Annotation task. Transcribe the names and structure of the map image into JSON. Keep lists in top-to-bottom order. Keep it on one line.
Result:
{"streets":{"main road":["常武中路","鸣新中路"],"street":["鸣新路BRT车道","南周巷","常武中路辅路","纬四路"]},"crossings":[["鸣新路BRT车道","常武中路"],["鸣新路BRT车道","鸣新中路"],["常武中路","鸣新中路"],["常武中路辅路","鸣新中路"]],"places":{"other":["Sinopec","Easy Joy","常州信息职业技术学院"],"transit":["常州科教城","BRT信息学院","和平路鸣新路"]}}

WORK TASK: An exact reproduction of the data is required. Leave nothing out.

YOUR RESPONSE:
Annotation task. Transcribe the names and structure of the map image into JSON. Keep lists in top-to-bottom order. Keep it on one line.
Result:
{"streets":{"main road":["常武中路","鸣新中路"],"street":["鸣新路BRT车道","南周巷","常武中路辅路","纬四路"]},"crossings":[["鸣新路BRT车道","常武中路"],["鸣新路BRT车道","鸣新中路"],["常武中路","鸣新中路"],["常武中路辅路","鸣新中路"]],"places":{"other":["Sinopec","Easy Joy","常州信息职业技术学院"],"transit":["常州科教城","BRT信息学院","和平路鸣新路"]}}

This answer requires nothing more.